Carvalho volvió a repetir la pregunta: ¿Vocación antisatánica? ¿Necesidad de trabajar?
– Soy catalanista y trabajo por la independencia de Cataluña. Hoy me toca aquí, mañana quién sabe. Lo llevo en la sangre, tío. A mi abuelo paterno lo mataron los franquistas, mi abuela materna tuvo que exiliarse con su marido enfermo y cuatro crios. Cuando volvió los fachas del pueblo la acusaron de separatista y le hicieron la vida imposible. Aceite de ricino. Le mataban los perros. Era un pueblo de eso que llaman la Catalu ña profunda donde cuatro fachas podían meter en cintura a todo el mundo con la ayuda de la guardia civil. Y el catalán prohibido y pobre de ti que te examinaras en el Instituto de Balaguer hablando un castellano con demasiado acento catalán. Eso me lo contaba mi padre. ¿Entiendes, tío? Franco estuvo en todas partes pero aquí estuvo dos veces, contra los rojos y contra nosotros, y además mi familia era roja por si faltara algo. ¿Lo vas entendiendo?
– Por vocación, entonces.
Admitió Carvalho. Tenía ganas de abrazar a la muchacha secretamente, sin que ella se diera cuenta, un abrazo sin entusiasmo, como de colega no de ideología sino de memoria o de paciencia histórica, pero se limitó a enviarle una mirada de complicidad.
– No soy independentista. No creo en las independencias, pero detesto las dependencias. No sé si me explico, Margalida.
– Si te parece muy largo llámame Marga.
– Llamándote Margalida no te dejes llamar nunca, por nadie, Marga. Si te llamaras Margarita sería diferente. Pero Margalida es un nombre absoluto.
– ¿Te gusta?
Ella tenía los ojos iluminados.
En la oficina de Caritas destinada a la inmigración, Delmira Mata i Delapeu aún se llamaba Delmira Rius, no utilizaba el segundo apellido, Casademont, ni la copulativa, y Carvalho experimentó un cierto alivio al no tener que arrastrar tantas palabras. Delmira llegó con las manos llenas de carpetas, las gafas colgantes sobre el pecho y el aire ausente, por lo que tardó en respirar la misma atmósfera que Carvalho.

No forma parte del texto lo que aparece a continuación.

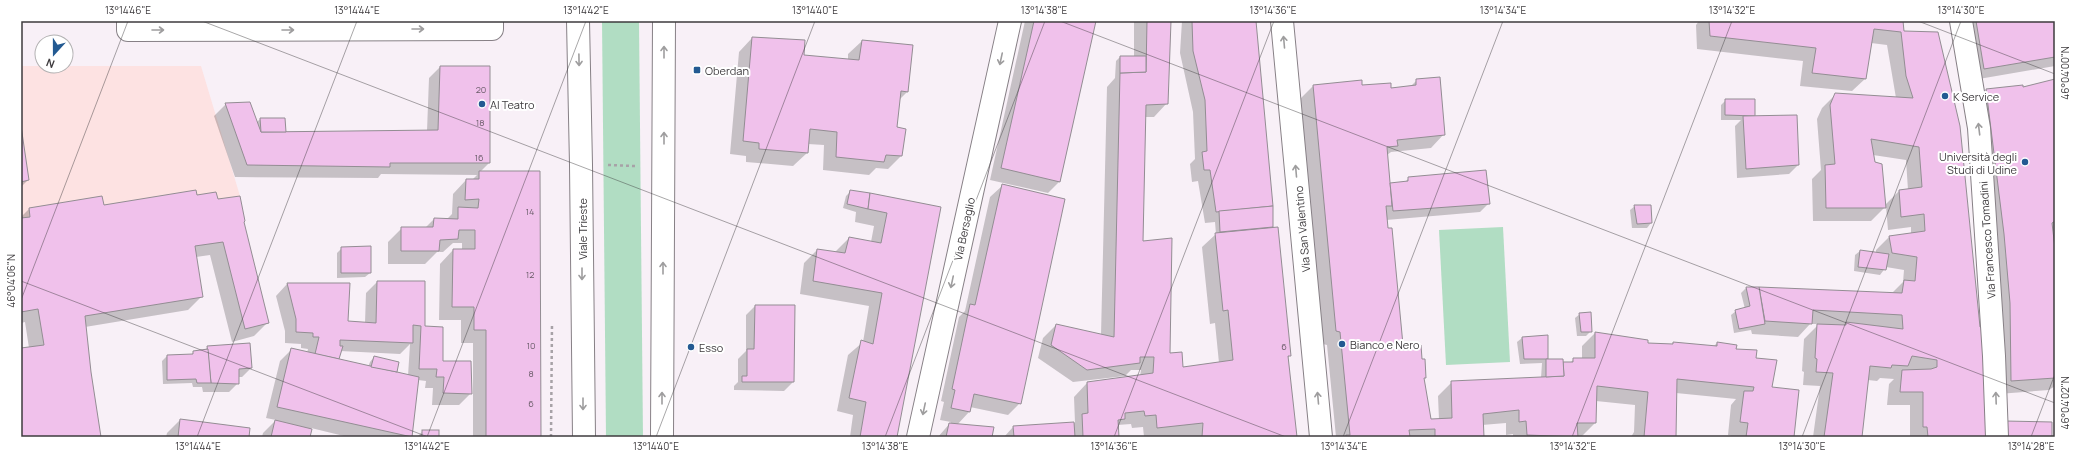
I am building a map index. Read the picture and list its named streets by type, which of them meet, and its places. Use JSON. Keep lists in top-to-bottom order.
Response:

La habían dedicado a la tutela de los niños magrebíes que vagaban por las calles de Barcelona tras introducirse en el país ilegalmente o los hijos de familias rotas por la muerte o la delincuencia.
– En algunos casos los padres se fueron a Francia a ganarse la vida y no saben siquiera si aún están vivos.